Your friend tosses a ball into the air at an initial velocity of 18 feet per second. The equation h= -8t^2+18t+5 models the height h of the ball t seconds after it was thrown.

A: To find out how long the ball was in the air, we need to find the time when the height of the ball is 0. This means setting h=0 in the equation:
0 = -8t^2 + 18t + 5
This is a quadratic equation that can be solved using the quadratic formula:
t = (-b ± √(b^2 - 4ac)) / 2a
Plugging in the values a=-8, b=18, and c=5:
t = (-18 ± √(18^2 - 4(-8)(5))) / 2(-8)
t = (-18 ± √(324 + 160)) / -16
t = (-18 ± √484) / -16
t = (-18 ± 22) / -16
This gives two possible values for t: t=1/2 and t=5/2. Since time cannot be negative, the ball was in the air for 1/2 seconds.

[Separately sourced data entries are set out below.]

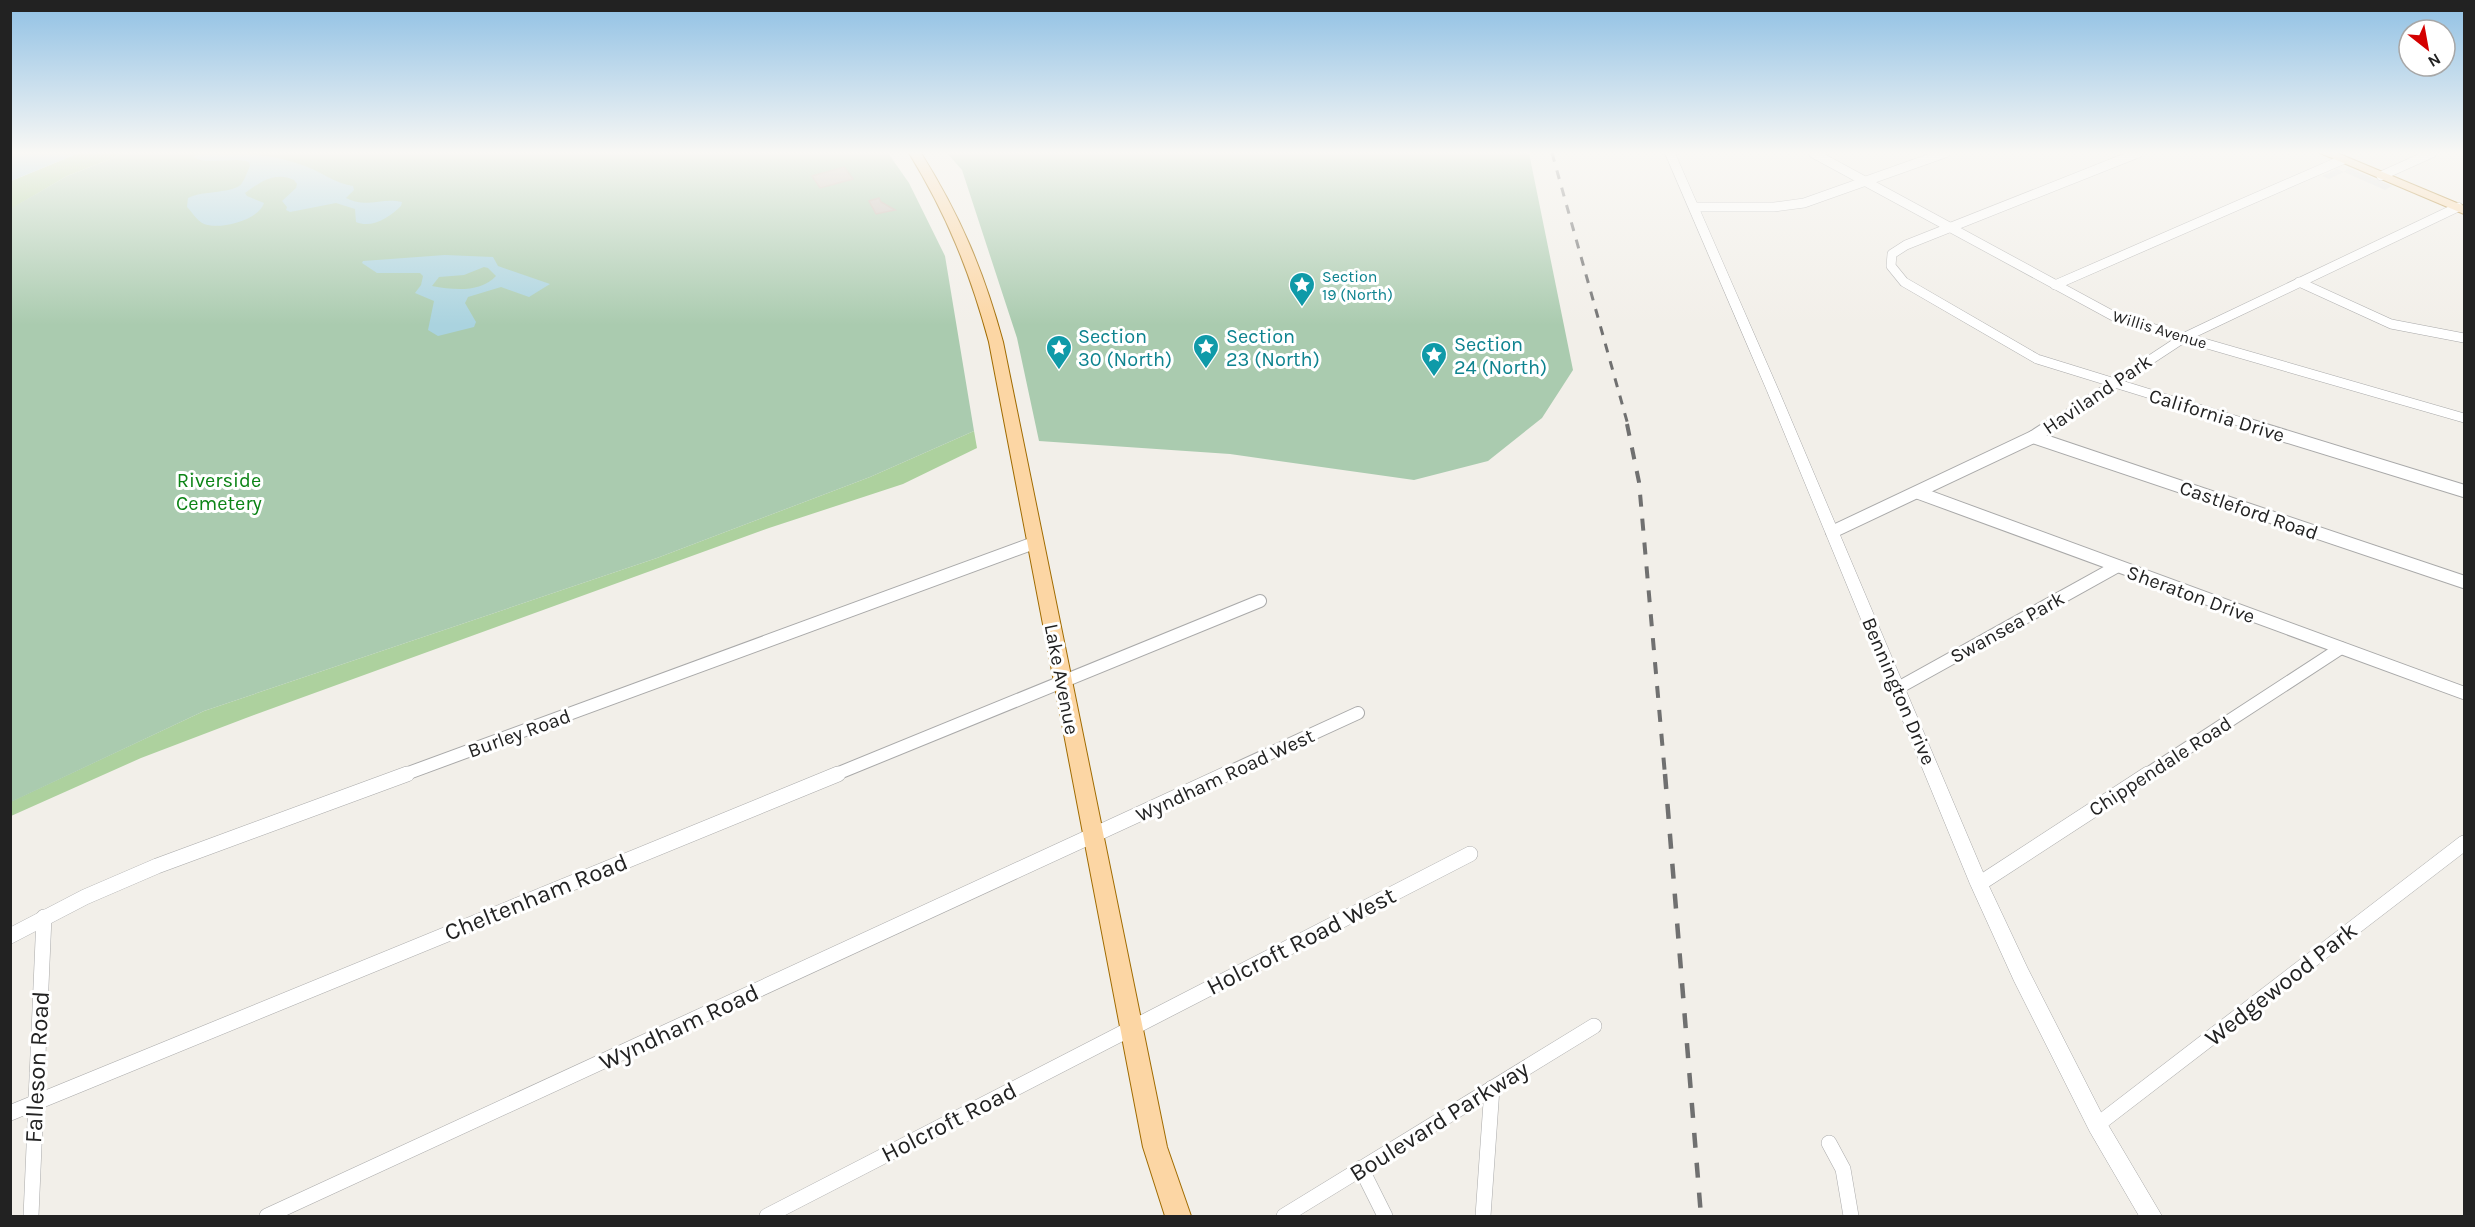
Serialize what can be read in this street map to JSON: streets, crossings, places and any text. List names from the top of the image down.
{
  "streets": {
    "main road": ["Lake Avenue"],
    "street": [
      "Willis Avenue",
      "Haviland Park",
      "California Drive",
      "Castleford Road",
      "Sheraton Drive",
      "Swansea Park",
      "Bennington Drive",
      "Burley Road",
      "Chippendale Road",
      "Wyndham Road West",
      "Cheltenham Road",
      "Holcroft Road West",
      "Wedgewood Park",
      "Wyndham Road",
      "Falleson Road",
      "Boulevard Parkway",
      "Holcroft Road"
    ]
  },
  "crossings": [
    ["Willis Avenue", "Haviland Park"],
    ["Willis Avenue", "California Drive"],
    ["Haviland Park", "California Drive"],
    ["Haviland Park", "Castleford Road"],
    ["Haviland Park", "Sheraton Drive"],
    ["Haviland Park", "Bennington Drive"],
    ["Sheraton Drive", "Swansea Park"],
    ["Sheraton Drive", "Chippendale Road"],
    ["Swansea Park", "Bennington Drive"],
    ["Lake Avenue", "Burley Road"],
    ["Lake Avenue", "Wyndham Road West"],
    ["Lake Avenue", "Cheltenham Road"],
    ["Lake Avenue", "Holcroft Road West"],
    ["Lake Avenue", "Wyndham Road"],
    ["Lake Avenue", "Holcroft Road"],
    ["Bennington Drive", "Chippendale Road"],
    ["Bennington Drive", "Wedgewood Park"],
    ["Burley Road", "Falleson Road"],
    ["Wyndham Road West", "Wyndham Road"],
    ["Cheltenham Road", "Falleson Road"],
    ["Holcroft Road West", "Holcroft Road"]
  ],
  "parks": ["Riverside Cemetery"],
  "places": {
    "place": [
      "Section 19 (North)",
      "Section 23 (North)",
      "Section 30 (North)",
      "Section 24 (North)"
    ]
  },
  "north": "bottom right"
}
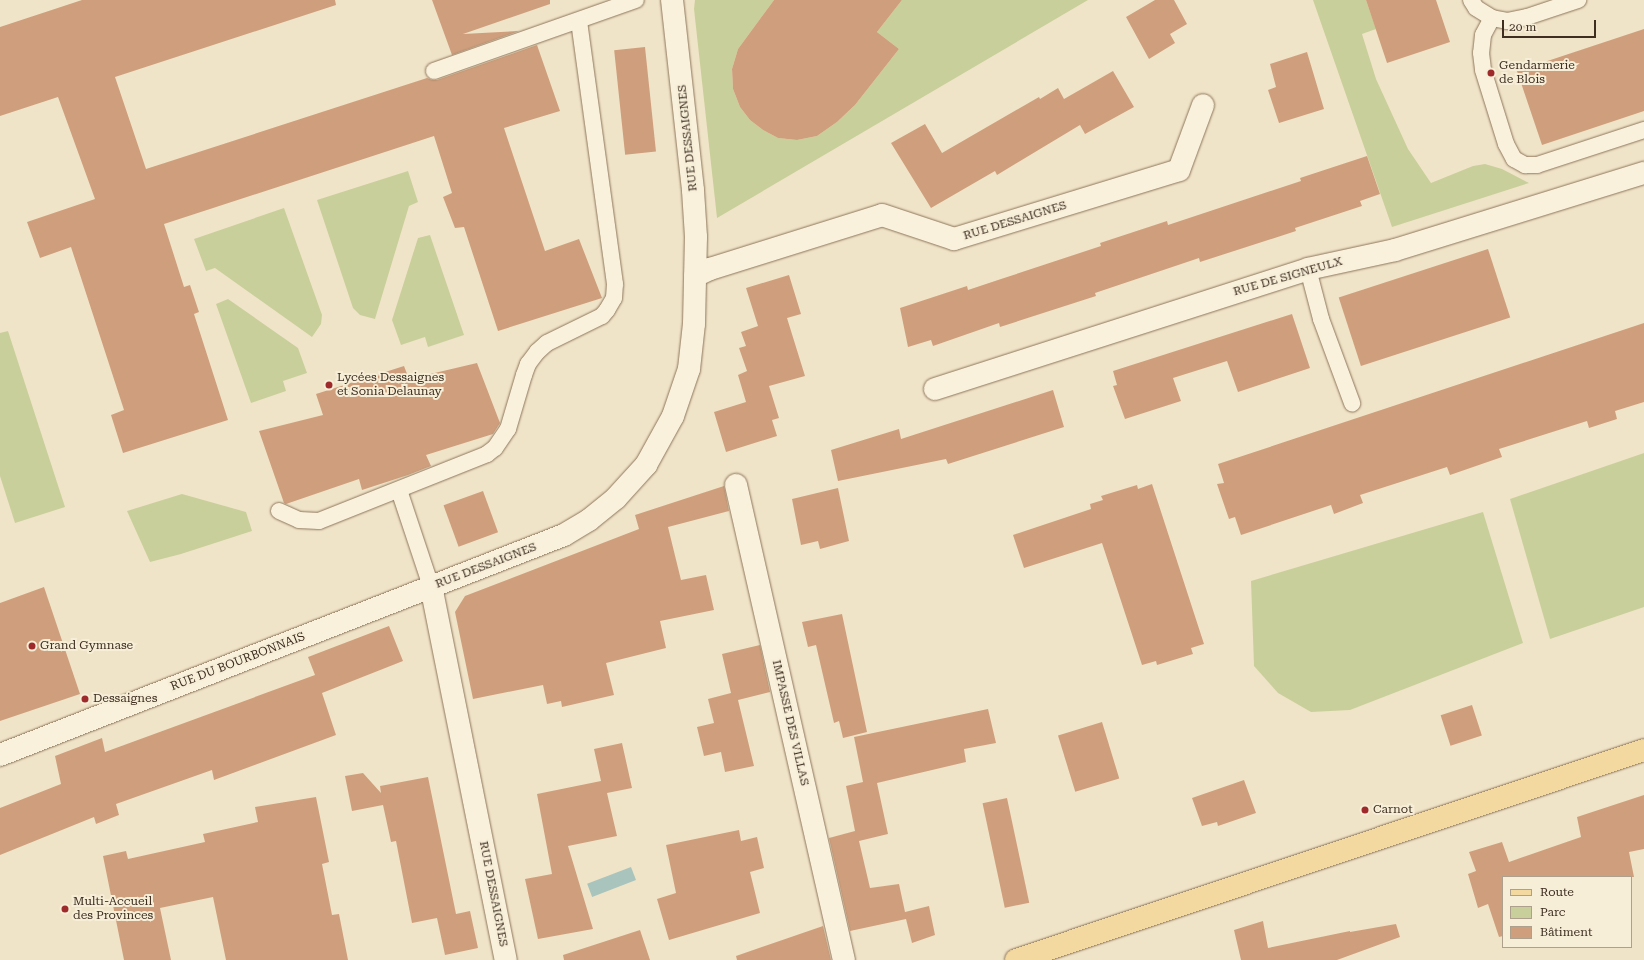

B: To find how high the ball got, we plug in the time the ball was in the air into the equation for height:
h = -8(1/2)^2 + 18(1/2) + 5
h = -8(1/4) + 9 + 5
h = -2 + 9 + 5
h = 12 feet
Therefore, the soccer ball reached a height of 12 feet.

C: The highest point of the ball's trajectory occurs at the vertex of the parabola given by the equation. The x-coordinate of the vertex is given by -b/2a:
t = -18 / 2(-8)
t = 18 / 16
t = 9/8
Now we need to find the height at this time:
h = -8(9/8)^2 + 18(9/8) + 5
This simplifies to:
h = -8(81/64) + 81/4 + 5
h = -162/16 + 324/16 + 80/16
h = 242/16
h = 15.125 feet
Therefore, the ball hit its highest point at t = 9/8 seconds, reaching a height of 15.125 feet.